Q:就業中は水は飲まないのが癖になっています。ただし、コーヒーは飲みます。夕方になると、いつも頭が重い感じがしますが、水を飲まないことと関係がありますか。また、水はたくさん飲むほうがいいのですか。教えてください。(24歳・広告制作会社勤務)

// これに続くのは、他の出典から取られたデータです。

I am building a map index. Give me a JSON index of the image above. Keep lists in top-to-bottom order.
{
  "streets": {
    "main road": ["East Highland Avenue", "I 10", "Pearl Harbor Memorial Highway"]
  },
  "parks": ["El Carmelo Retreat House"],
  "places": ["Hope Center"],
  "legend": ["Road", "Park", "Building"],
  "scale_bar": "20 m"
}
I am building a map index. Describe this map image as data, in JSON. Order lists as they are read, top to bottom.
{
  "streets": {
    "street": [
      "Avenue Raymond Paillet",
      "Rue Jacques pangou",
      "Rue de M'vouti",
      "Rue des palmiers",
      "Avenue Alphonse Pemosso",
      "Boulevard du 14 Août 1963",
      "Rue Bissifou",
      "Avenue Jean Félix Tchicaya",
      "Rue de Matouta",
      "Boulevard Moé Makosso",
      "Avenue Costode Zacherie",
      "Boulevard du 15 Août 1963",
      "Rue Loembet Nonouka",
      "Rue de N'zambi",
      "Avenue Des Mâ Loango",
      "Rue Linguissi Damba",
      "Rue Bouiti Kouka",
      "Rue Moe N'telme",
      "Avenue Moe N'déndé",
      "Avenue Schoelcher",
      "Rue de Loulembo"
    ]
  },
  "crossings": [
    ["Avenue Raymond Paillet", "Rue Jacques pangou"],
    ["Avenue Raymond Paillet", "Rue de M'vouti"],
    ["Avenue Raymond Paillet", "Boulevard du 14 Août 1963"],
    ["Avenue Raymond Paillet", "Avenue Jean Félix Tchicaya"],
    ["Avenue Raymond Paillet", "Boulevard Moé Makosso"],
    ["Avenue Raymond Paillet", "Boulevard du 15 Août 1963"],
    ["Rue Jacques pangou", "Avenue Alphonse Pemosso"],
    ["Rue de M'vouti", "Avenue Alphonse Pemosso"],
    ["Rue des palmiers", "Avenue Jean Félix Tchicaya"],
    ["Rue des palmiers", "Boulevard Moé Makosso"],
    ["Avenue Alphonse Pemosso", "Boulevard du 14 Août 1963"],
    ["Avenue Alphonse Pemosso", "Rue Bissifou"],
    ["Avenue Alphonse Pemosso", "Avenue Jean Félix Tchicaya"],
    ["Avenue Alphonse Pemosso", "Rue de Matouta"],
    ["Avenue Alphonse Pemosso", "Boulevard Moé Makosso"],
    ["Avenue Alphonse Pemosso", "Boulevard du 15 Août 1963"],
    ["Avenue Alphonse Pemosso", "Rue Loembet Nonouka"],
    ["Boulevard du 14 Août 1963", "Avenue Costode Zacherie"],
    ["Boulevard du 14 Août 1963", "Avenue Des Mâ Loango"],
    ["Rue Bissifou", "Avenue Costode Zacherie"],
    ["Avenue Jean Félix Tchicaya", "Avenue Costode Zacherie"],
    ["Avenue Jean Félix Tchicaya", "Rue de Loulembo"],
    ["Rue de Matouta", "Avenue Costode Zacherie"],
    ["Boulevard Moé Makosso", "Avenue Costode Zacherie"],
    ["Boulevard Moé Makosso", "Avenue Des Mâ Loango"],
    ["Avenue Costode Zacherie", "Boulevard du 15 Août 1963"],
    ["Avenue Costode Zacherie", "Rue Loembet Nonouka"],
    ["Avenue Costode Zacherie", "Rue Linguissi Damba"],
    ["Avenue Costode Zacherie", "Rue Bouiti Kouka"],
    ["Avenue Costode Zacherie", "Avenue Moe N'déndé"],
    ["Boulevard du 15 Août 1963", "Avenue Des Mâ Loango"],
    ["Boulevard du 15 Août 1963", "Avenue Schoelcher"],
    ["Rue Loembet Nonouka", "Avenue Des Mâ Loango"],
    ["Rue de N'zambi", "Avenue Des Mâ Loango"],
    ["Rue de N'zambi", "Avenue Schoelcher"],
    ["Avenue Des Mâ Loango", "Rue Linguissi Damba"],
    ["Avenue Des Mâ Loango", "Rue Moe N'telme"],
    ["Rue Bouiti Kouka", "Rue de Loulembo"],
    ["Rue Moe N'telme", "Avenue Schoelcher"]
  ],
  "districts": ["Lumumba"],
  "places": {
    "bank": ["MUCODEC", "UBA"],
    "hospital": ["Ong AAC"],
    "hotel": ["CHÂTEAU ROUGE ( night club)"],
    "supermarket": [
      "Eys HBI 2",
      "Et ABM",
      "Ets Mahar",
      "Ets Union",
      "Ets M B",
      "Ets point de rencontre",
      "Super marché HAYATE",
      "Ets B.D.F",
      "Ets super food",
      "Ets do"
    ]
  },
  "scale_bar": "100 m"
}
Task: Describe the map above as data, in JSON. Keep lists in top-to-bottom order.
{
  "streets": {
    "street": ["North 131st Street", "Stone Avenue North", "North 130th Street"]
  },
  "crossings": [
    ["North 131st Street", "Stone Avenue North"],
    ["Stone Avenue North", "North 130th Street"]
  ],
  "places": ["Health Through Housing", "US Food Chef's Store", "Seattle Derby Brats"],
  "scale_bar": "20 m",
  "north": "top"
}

 A:頭が重い感じがするのは、水分の摂取不足が関係していると思われます。水は血液を作り、きれいな血液が順調に循環するために必要です。体内の老廃物や有害物の大半は、便や尿から排出されます。排便や排尿を促すためにも、一定量水を飲むことは必要です。
 水分の摂取が不足すると血液がドロドロになり、血液の流れも悪くなります。ご質問の方は恐らく、そういう状態になっているのでしょう。
 就業中、水分はコーヒーを飲むだけとのこと。しかし、コーヒーや緑茶などのカフェイン飲料は、ここで言う水分の摂取にカウントできません。
 なぜなら、カフェインには利尿作用があるので、これらの飲料を飲むと、かえって体は脱水してしまうからです。脱水すると、血液は濃くなり、流れも悪くなります。

●水は午前中によく飲もう
 ちなみに、アルコールも脱水作用があるので同様です。生水を飲んでこそ、水分を摂取したと言えるのです。
 水は、午前中に飲むことが大事です。私たちは普通、就寝中におよそ360ml程度の汗をかくため、血液は朝起きたときにいちばんドロドロしているからです。起床したときは尿は濁っているものですが、午前中に水をしっかり飲むと、午後はきれいな尿が出ます。
 個人差はありますが、人は1日に1.5〜2ℓの水分が必要です。それくらいの量の水分が、尿や汗、便、呼吸などで失われるからです。
 水分を補給しないと体は脱水します。慢性的な脱水状態は、頭痛や肩凝り、脱力感などを引き起こします。血液がドロドロになり、循環が悪くなっているためです。
 また、血液をサラサラに保つには、適度な運動が必要です。よく歩くようにしましょう。食事も重要です。血液をドロドロにする食品の代表が、肉や脂っぽいもの、砂糖などで、一方、サラサラにする食品の代表が野菜です。

山口康三氏(回生眼科院長)
自治医科大学卒業。眼科医、漢方内科医。食事、運動、睡眠などを改善する生活改善療法を指導し、眼科の病気や生活習慣病の治療に成果を挙げている。日本綜合医学会理事長。